Introduced February 26, 2025 by Sylvia Garcia · Last progress February 26, 2025
The bill offers broad new pathways to lawful permanent residence, work authorization, family‑unity waivers, and integration supports for many longstanding residents, but pairs those benefits with eligibility bars, filing and presence strictures, background checks, and fees/surcharges that could exclude, delay, or expose vulnerable applicants and create administrative uncertainty.
Eligible longtime residents — including many DACA recipients, and qualified TPS/DED holders and other longtime young-adults — can obtain conditional or lawful permanent resident status and are protected from removal while their applications are pending, creating a clear pathway to immigration stability.
Eligible applicants can obtain employment authorization during adjudication and may remove conditional basis through education, military service, or sustained employment, improving economic integration and ability to earn income.

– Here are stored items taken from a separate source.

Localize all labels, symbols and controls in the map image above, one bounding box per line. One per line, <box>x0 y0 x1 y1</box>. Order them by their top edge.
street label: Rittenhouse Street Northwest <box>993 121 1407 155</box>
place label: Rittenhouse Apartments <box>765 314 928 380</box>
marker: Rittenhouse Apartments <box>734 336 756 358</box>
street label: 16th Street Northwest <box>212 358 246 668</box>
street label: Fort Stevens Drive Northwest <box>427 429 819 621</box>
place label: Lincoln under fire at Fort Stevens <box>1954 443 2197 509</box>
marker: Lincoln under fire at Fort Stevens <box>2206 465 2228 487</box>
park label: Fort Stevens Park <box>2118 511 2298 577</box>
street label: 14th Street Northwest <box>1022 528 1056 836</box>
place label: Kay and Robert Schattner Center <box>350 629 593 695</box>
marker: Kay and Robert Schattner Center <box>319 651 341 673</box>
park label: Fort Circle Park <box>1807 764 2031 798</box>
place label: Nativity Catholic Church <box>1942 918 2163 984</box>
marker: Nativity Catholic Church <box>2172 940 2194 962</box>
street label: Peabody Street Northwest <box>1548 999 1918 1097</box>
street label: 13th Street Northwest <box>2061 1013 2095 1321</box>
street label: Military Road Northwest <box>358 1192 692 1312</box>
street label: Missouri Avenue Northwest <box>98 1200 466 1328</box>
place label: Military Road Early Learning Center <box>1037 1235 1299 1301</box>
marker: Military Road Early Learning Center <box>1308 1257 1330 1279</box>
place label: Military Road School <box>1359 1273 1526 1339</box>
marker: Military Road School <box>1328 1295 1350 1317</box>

Parents and families facing inadmissibility issues can access family‑unity and humanitarian waivers in many cases, increasing chances that families remain together.
Applicants with certain criminal convictions or specified national‑security grounds can be permanently barred from relief and denied waivers in some pathways, risking removal and family separation for affected individuals.
Many applicants (especially low‑income immigrants) still face upfront application and processing costs — fees are set up to $1,140 (or $495 on some routes) plus a $25 surcharge in some cases — creating a meaningful financial barrier for some.
Strict continuous‑presence and filing deadlines (e.g., multi‑year presence rules, 90/180‑day departure limits, and a 3‑year filing window for one pathway) can disqualify otherwise eligible people who traveled, sought care, or missed the deadline, excluding vulnerable applicants.
Based on analysis of 6 sections of legislative text.
Creates a pathway to conditional and then permanent lawful permanent resident status for people who entered as children and for certain TPS/DED holders who meet presence, education, and admissibility rules.
Creates a new, conditional pathway to lawful permanent resident (green card) status for people who entered the United States as children and for certain people who held Temporary Protected Status (TPS) or Deferred Enforced Departure (DED). Eligible applicants must meet physical-presence, age-at-entry, admissibility and conduct rules, and education or enrollment requirements; the Secretary of Homeland Security (or Attorney General in some cases) may grant limited waivers for humanitarian, family-unity, or public-interest reasons. The bill requires biometrics and background checks, sets an application filing window for TPS/DED beneficiaries, allows a processing fee (up to $1,140) with exemptions, and generally protects applicants from removal while their eligibility is being decided.